§ TASK PROMPT
The data below should be transcribed in full, with no picture included.
Start of RECORDS FOR THE TASK
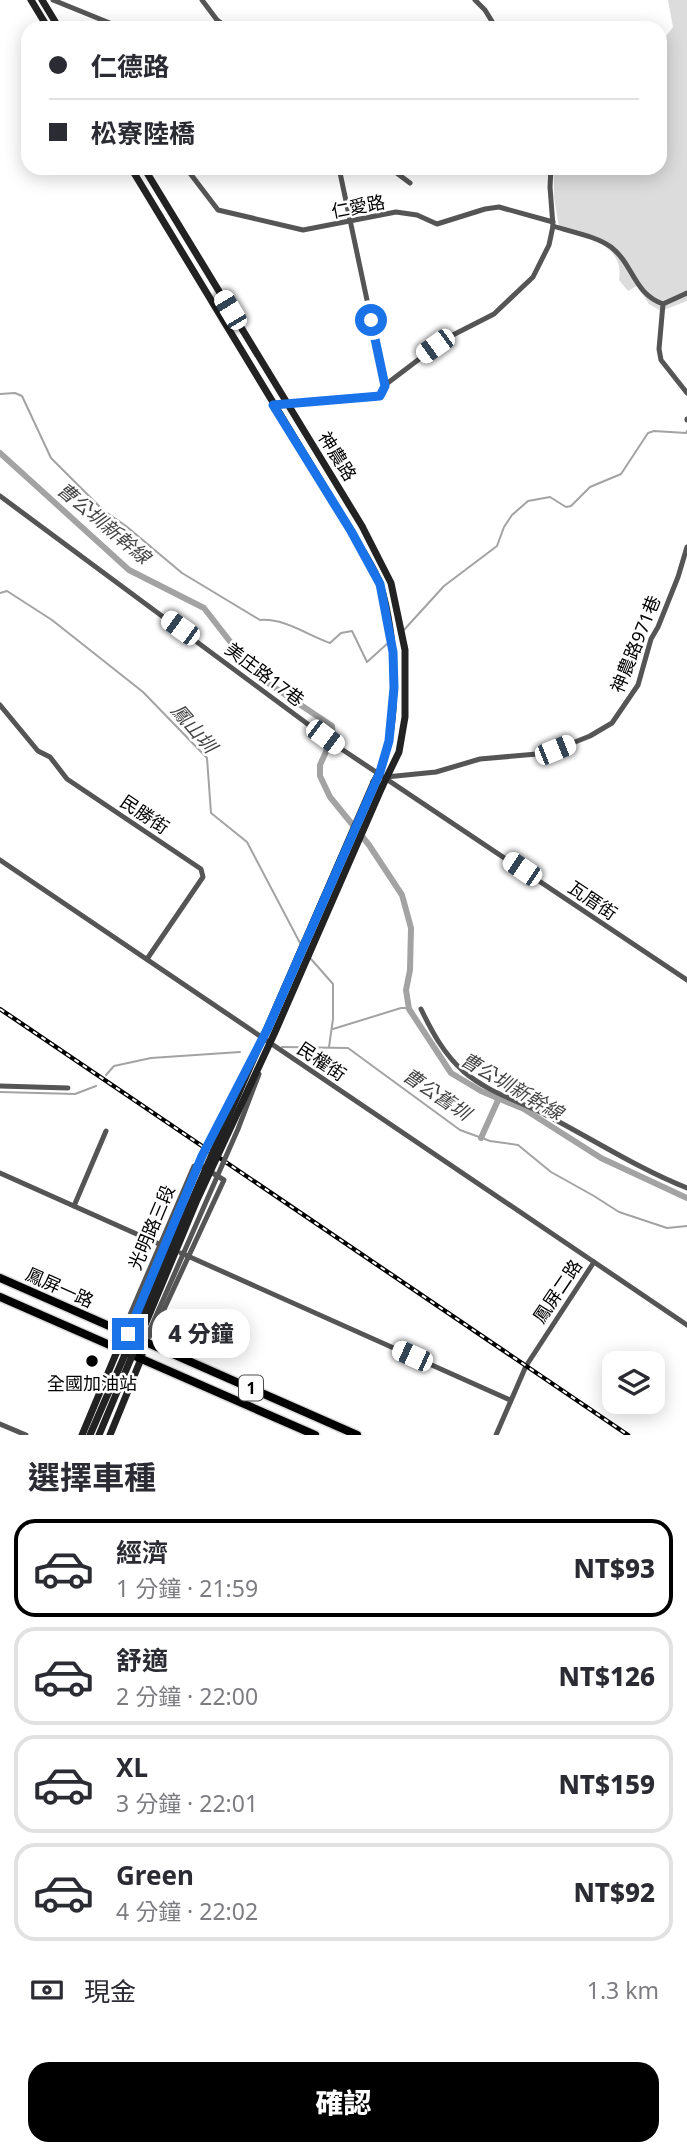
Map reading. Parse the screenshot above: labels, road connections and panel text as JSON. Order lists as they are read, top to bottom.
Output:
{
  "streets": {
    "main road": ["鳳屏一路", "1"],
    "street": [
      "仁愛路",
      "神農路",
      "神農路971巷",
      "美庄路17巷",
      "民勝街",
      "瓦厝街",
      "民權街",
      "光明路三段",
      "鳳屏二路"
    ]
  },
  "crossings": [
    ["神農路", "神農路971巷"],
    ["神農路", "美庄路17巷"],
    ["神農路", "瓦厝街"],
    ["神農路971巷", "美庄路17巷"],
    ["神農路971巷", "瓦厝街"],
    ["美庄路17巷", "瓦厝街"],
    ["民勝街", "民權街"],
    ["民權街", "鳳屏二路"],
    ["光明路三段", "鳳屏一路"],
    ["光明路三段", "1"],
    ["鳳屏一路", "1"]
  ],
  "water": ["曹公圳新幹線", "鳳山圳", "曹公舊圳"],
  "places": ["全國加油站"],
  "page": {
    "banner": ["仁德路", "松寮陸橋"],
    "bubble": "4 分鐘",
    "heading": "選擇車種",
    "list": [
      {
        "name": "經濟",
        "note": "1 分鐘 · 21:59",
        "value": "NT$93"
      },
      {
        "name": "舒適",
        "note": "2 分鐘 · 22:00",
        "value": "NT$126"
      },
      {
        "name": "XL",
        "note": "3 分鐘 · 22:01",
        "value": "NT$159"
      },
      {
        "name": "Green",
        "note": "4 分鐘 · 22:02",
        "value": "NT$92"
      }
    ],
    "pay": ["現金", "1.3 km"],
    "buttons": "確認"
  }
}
End of RECORDS FOR THE TASK
§ OUTPUT OF THE TASK
Map reading. Parse the screenshot above: labels, road connections and panel text as JSON. Order lists as they are read, top to bottom.
Output:
{
  "streets": {
    "main road": ["鳳屏一路", "1"],
    "street": [
      "仁愛路",
      "神農路",
      "神農路971巷",
      "美庄路17巷",
      "民勝街",
      "瓦厝街",
      "民權街",
      "光明路三段",
      "鳳屏二路"
    ]
  },
  "crossings": [
    ["神農路", "神農路971巷"],
    ["神農路", "美庄路17巷"],
    ["神農路", "瓦厝街"],
    ["神農路971巷", "美庄路17巷"],
    ["神農路971巷", "瓦厝街"],
    ["美庄路17巷", "瓦厝街"],
    ["民勝街", "民權街"],
    ["民權街", "鳳屏二路"],
    ["光明路三段", "鳳屏一路"],
    ["光明路三段", "1"],
    ["鳳屏一路", "1"]
  ],
  "water": ["曹公圳新幹線", "鳳山圳", "曹公舊圳"],
  "places": ["全國加油站"],
  "page": {
    "banner": ["仁德路", "松寮陸橋"],
    "bubble": "4 分鐘",
    "heading": "選擇車種",
    "list": [
      {
        "name": "經濟",
        "note": "1 分鐘 · 21:59",
        "value": "NT$93"
      },
      {
        "name": "舒適",
        "note": "2 分鐘 · 22:00",
        "value": "NT$126"
      },
      {
        "name": "XL",
        "note": "3 分鐘 · 22:01",
        "value": "NT$159"
      },
      {
        "name": "Green",
        "note": "4 分鐘 · 22:02",
        "value": "NT$92"
      }
    ],
    "pay": ["現金", "1.3 km"],
    "buttons": "確認"
  }
}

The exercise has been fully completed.